BEGIN Information shown
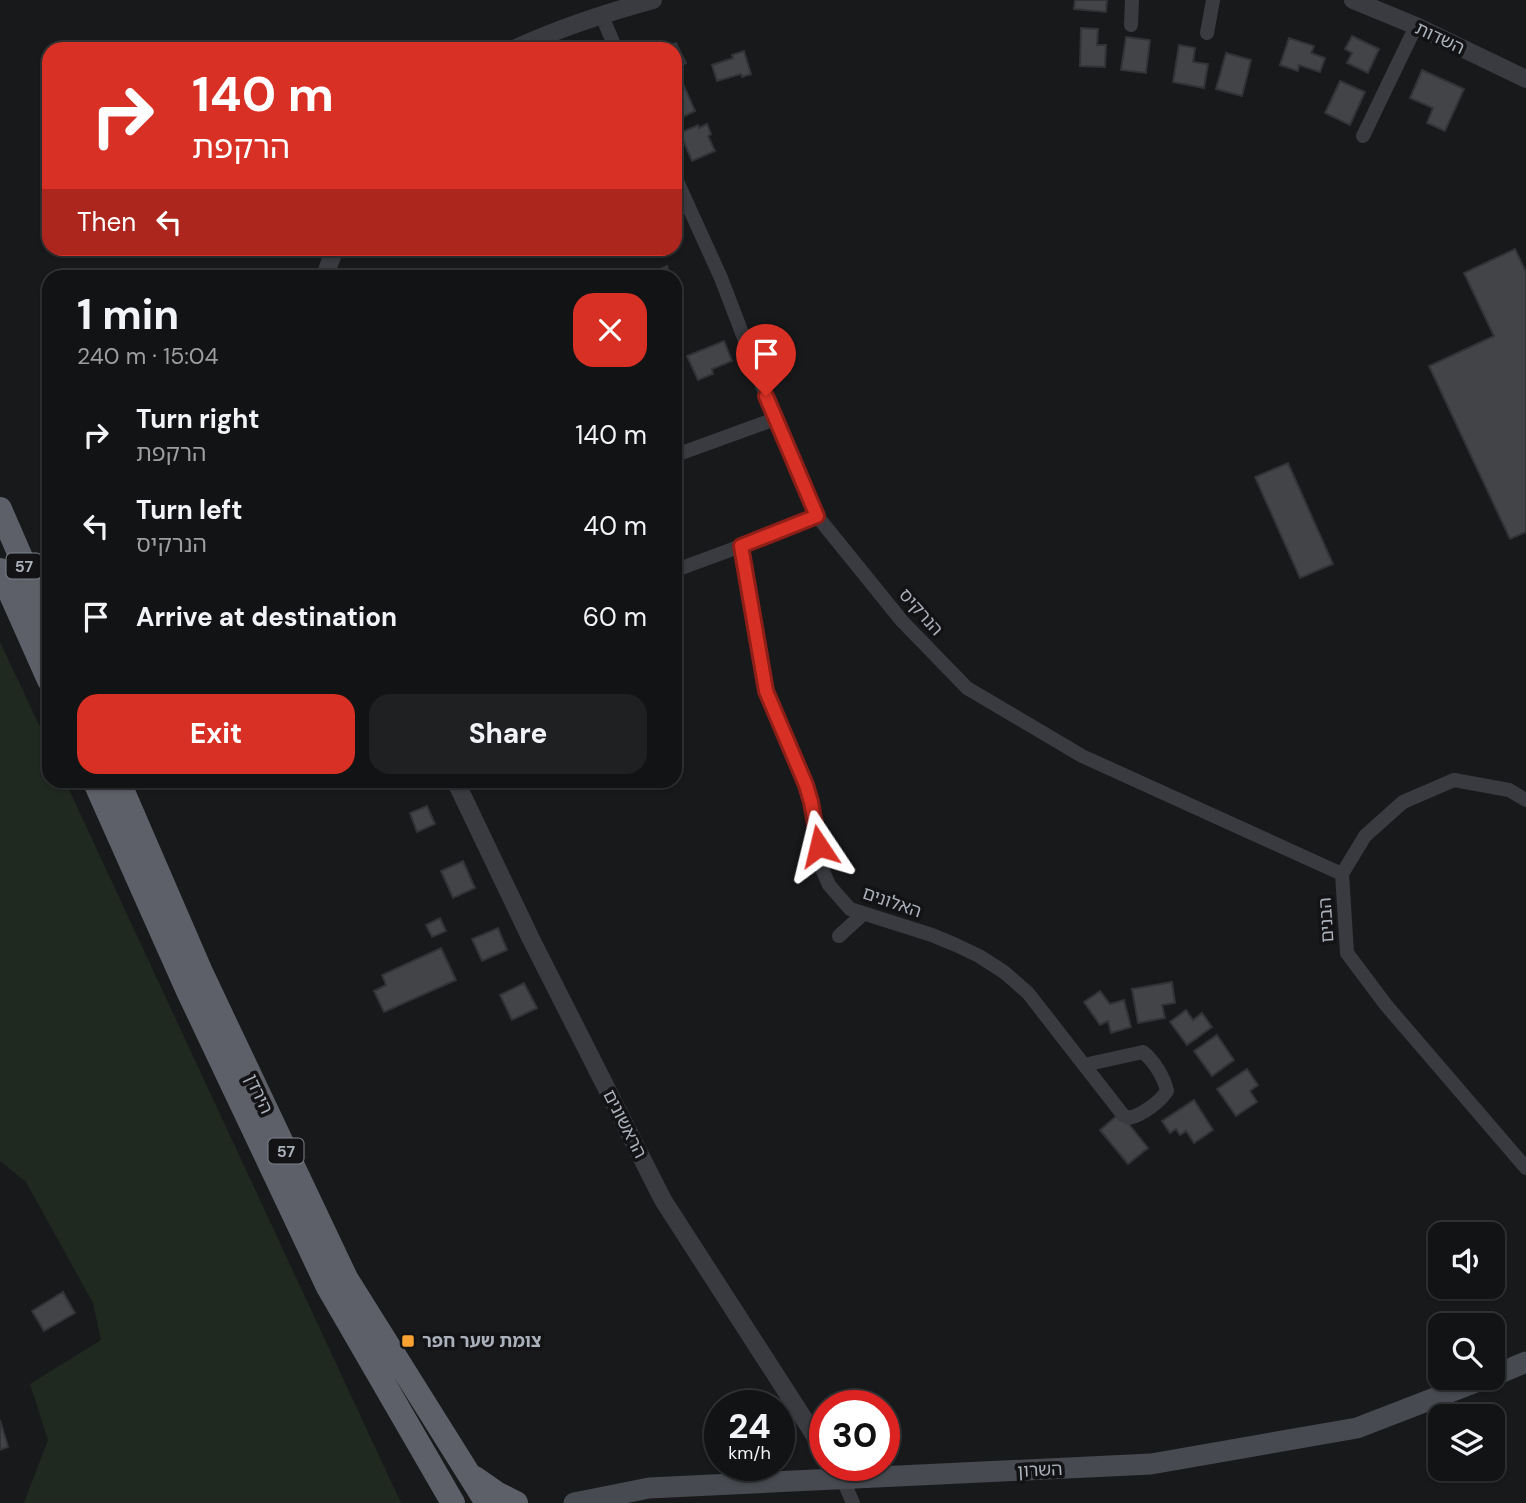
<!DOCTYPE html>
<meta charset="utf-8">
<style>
body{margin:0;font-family:"DM Sans","Noto Sans Hebrew",sans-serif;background:#1f2022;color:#f1f3f6;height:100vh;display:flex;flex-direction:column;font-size:26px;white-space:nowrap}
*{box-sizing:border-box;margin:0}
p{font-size:23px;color:#9c9ea0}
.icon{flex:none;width:38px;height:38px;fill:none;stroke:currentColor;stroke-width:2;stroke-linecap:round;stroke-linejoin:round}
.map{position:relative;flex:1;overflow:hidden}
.details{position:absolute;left:42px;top:270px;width:640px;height:518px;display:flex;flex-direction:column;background:#121314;border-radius:21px;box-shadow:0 2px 5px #0004,0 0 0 2px #313234}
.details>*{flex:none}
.banner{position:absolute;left:42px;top:42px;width:640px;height:214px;border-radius:21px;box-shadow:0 2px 5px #0004,0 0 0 2px #313234;background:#d93025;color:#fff;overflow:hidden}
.tools{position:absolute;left:1428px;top:1222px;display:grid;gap:14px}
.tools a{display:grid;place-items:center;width:77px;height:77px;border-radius:14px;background:#121314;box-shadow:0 2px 5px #0004,0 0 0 2px #313234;font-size:35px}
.speed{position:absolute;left:704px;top:1390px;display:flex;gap:14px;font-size:35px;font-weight:700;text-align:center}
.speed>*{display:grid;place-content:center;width:91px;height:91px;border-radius:50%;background:#121314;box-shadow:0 2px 5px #0004,0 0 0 2px #313234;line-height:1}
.speed small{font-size:18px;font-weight:400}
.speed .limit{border:10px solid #d22;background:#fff;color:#111}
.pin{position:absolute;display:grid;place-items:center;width:60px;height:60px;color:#fff;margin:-72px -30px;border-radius:50% 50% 50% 0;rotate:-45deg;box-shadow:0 0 7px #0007}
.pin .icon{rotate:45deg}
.me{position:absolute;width:77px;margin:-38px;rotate:350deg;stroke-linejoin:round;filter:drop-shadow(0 0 5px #0008)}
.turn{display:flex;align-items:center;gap:24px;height:147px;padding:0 35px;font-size:32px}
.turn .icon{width:91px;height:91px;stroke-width:2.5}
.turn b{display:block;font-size:49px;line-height:60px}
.then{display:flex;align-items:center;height:66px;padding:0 35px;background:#0003;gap:14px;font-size:26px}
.round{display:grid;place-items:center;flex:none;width:74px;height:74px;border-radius:21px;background:#1f2022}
.overview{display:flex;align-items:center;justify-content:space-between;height:119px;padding:0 35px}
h1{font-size:42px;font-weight:700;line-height:52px}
.primary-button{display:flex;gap:14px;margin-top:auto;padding:14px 35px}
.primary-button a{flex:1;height:80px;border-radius:21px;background:#d93025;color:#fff;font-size:28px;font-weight:700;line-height:80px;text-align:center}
.primary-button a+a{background:#1f2022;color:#f1f3f6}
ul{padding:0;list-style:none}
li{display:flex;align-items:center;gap:21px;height:91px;padding:0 35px}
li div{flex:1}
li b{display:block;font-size:26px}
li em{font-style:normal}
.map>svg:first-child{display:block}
.green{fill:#202920}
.building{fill:#424448;stroke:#323337;stroke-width:2}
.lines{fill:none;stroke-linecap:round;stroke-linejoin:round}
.minor{stroke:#393b40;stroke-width:14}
.tertiary{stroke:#393b40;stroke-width:18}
.secondary{stroke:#474a50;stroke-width:21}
.trunk{stroke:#5d6068;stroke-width:24}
.route-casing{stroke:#8d1f18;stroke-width:18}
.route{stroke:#d93025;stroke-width:12}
.poi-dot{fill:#f9a032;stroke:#131316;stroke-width:2.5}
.labels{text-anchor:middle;stroke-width:7;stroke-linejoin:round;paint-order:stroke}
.shield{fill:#131316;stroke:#7d828a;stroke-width:2}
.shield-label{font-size:16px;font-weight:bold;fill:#aab1bb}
.street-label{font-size:18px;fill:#aab1bb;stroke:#131316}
.poi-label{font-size:18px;font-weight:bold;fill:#aab1bb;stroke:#131316;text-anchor:start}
</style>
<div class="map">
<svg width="1526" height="1503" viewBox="0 0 1526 1503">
<rect width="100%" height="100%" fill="#18191b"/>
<!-- green -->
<path class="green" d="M 0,642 L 49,746 L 49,780 L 65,781 L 401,1503 L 24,1503 L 48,1440 L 30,1384 L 101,1340 L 93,1303 L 26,1182 L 0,1161 Z"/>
<!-- building -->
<path class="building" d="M 1075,0 L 1107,0 L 1106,12 L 1074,9 Z
M 1081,28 L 1098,29 L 1097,45 L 1106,45 L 1105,67 L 1080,66 Z
M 1352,36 L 1379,49 L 1368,73 L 1347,63 L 1352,53 L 1345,49 Z
M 1126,37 L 1150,40 L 1146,73 L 1121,70 Z
M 1289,38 L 1314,46 L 1311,53 L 1325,58 L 1320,72 L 1299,65 L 1298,71 L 1280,65 Z
M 663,42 L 666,48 L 676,43 L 686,63 L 676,68 L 676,49 L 648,49 Z
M 1179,45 L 1195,48 L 1193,62 L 1208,64 L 1204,88 L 1173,82 Z
M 744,51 L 751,74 L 742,77 L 741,74 L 717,81 L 712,65 L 733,58 L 732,55 Z
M 1226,53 L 1251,60 L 1242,96 L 1216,89 Z
M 1422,70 L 1464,89 L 1445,131 L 1427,123 L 1433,108 L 1410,98 Z
M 1340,81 L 1365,92 L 1350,125 L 1325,113 Z
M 683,84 L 695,111 L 676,120 L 676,88 Z
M 707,124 L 711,134 L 708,136 L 715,151 L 692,161 L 680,133 L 698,125 L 699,128 Z
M 1515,249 L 1526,272 L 1526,532 L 1510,539 L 1429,366 L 1494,336 L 1464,273 Z
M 667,266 L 670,276 L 675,274 L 681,288 L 676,290 L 676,276 L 644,276 Z
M 724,341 L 732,361 L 712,369 L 713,374 L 698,380 L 687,356 Z
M 1288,463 L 1333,564 L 1300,578 L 1255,477 Z
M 427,806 L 435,824 L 417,832 L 410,813 Z
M 463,861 L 475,888 L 453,898 L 441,871 Z
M 440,918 L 446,931 L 432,937 L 426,925 Z
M 498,928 L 507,950 L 482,961 L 472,939 Z
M 441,948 L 456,980 L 384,1012 L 374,991 L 386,985 L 382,975 Z
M 1172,982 L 1175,1003 L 1162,1005 L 1165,1018 L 1138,1023 L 1132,989 Z
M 524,983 L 537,1008 L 512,1020 L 500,995 Z
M 1100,991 L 1110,1004 L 1124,1000 L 1131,1027 L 1111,1033 L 1108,1021 L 1100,1025 L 1084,1002 Z
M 1186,1010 L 1193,1020 L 1202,1013 L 1212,1027 L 1187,1045 L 1170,1022 Z
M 1217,1035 L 1234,1060 L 1212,1076 L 1194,1051 Z
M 1247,1069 L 1258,1085 L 1250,1091 L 1257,1102 L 1236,1116 L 1217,1089 Z
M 1194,1100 L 1213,1130 L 1194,1143 L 1186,1131 L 1180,1135 L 1176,1129 L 1170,1133 L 1162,1121 Z
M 1120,1113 L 1148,1148 L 1128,1164 L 1100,1130 Z
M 63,1292 L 75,1313 L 44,1331 L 32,1311 Z
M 0,1420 L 8,1447 L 0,1450 Z"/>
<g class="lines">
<!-- minor -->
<path class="minor" d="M 601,14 L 616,49
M 1131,25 L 1132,0
M 1207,33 L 1213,0
M 1363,136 L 1416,26
M 676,179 L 721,278 L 775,419 L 817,516 L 902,621 L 967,688 L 1082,756 L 1342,874
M 676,455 L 775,419
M 741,546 L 766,691 L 775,715 L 797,762 L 811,801 L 823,871 L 829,885 L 850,909 L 932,935 L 956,945 L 979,956 L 1004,972 L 1028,993 L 1123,1115 L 1129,1118 C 1142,1115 1160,1102 1167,1091 C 1164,1077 1154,1061 1143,1052 L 1084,1065
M 676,570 L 741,546 L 817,516
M 1526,800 L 1509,790 L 1454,780 L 1403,802 L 1365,836 L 1342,874 L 1347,953 L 1386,1005 L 1526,1168
M 839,936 L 863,914
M 843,1480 L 853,1503"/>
<!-- tertiary -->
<path class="tertiary" d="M 1353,0 L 1416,26 L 1526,79
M 514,49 C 559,28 605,13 653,0
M 325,276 L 335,248
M 455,780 L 531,939 L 663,1200 L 824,1450"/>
<!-- secondary -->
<path class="secondary" d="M 1493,1376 L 1526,1362
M 574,1503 L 649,1488 L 1151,1464 L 1357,1428 L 1489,1377"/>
<!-- trunk -->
<path class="trunk" d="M 0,509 L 49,622
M 0,570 L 49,680
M 94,780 L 188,991 L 328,1287 L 453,1503
M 118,780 L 201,972 L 346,1278 L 487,1503
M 475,1478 L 498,1494 L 516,1503"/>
</g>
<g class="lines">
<!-- route casing -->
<g class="route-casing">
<path id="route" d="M 766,396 L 817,516 L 741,546 L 766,691 L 806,785 L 811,802 L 819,846"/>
</g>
<!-- route -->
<use href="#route" class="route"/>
</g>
<!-- markers -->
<rect class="poi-dot" x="401" y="1334" width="14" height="14" rx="3.5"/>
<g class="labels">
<!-- shield labels -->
<g class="shield">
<rect x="6.5" y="553.5" width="35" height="25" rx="5"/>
<rect x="268.5" y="1138.5" width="35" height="25" rx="5"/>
</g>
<g class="shield-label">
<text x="24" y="572">57</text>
<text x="286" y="1157">57</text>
</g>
<!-- street labels -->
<g class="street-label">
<text transform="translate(1440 38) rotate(25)" y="6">השדות</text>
<text transform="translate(921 612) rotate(48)" y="6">הנרקיס</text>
<text transform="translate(892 902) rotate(19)" y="6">האלונים</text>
<text transform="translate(1326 920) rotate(-94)" y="6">הבנים</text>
<text transform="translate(259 1094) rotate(65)" y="6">הירדן</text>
<text transform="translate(625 1124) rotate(63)" y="6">הראשונים</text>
<text transform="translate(1040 1470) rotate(-3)" y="6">השרון</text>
</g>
<!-- poi labels -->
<g class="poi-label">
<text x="422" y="1347">צומת שער חפר</text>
</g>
</g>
</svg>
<div class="tools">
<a><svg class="icon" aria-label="sound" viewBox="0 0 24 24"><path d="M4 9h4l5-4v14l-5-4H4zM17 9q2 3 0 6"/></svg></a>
<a><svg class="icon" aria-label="search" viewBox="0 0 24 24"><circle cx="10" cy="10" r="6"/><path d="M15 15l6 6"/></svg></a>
<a><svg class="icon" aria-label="layers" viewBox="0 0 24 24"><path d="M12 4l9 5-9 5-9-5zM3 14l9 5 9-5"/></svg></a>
</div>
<div class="speed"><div>24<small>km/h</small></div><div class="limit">30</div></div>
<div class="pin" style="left:766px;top:396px;background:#d93025"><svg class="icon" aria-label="arrive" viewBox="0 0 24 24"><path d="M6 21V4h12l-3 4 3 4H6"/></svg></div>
<svg class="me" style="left:819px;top:846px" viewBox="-20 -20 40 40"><path d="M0-17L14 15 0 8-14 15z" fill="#d93025" stroke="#fff" stroke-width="4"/></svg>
<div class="banner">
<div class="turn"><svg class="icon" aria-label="right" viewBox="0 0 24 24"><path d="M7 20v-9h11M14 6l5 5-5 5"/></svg><div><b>140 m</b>הרקפת</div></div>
<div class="then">Then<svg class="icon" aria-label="left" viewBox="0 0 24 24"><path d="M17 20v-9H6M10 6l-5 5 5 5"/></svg></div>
</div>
<section class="details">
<div class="overview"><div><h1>1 min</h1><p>240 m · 15:04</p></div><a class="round" style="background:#d93025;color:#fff"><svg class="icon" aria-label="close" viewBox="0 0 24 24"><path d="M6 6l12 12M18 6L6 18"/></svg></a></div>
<ul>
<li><svg class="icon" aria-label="right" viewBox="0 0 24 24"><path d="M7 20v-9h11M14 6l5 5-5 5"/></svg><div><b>Turn right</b><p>הרקפת</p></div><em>140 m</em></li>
<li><svg class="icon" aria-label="left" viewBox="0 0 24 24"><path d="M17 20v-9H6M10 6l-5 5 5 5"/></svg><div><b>Turn left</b><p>הנרקיס</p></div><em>40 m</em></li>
<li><svg class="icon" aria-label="arrive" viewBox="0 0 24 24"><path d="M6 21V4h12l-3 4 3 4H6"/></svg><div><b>Arrive at destination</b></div><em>60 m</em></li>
</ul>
<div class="primary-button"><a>Exit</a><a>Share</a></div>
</section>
</div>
END Information shown
About this task:
Lines in the data above may contain the word "small"; count them and give only the number.

Result below:
2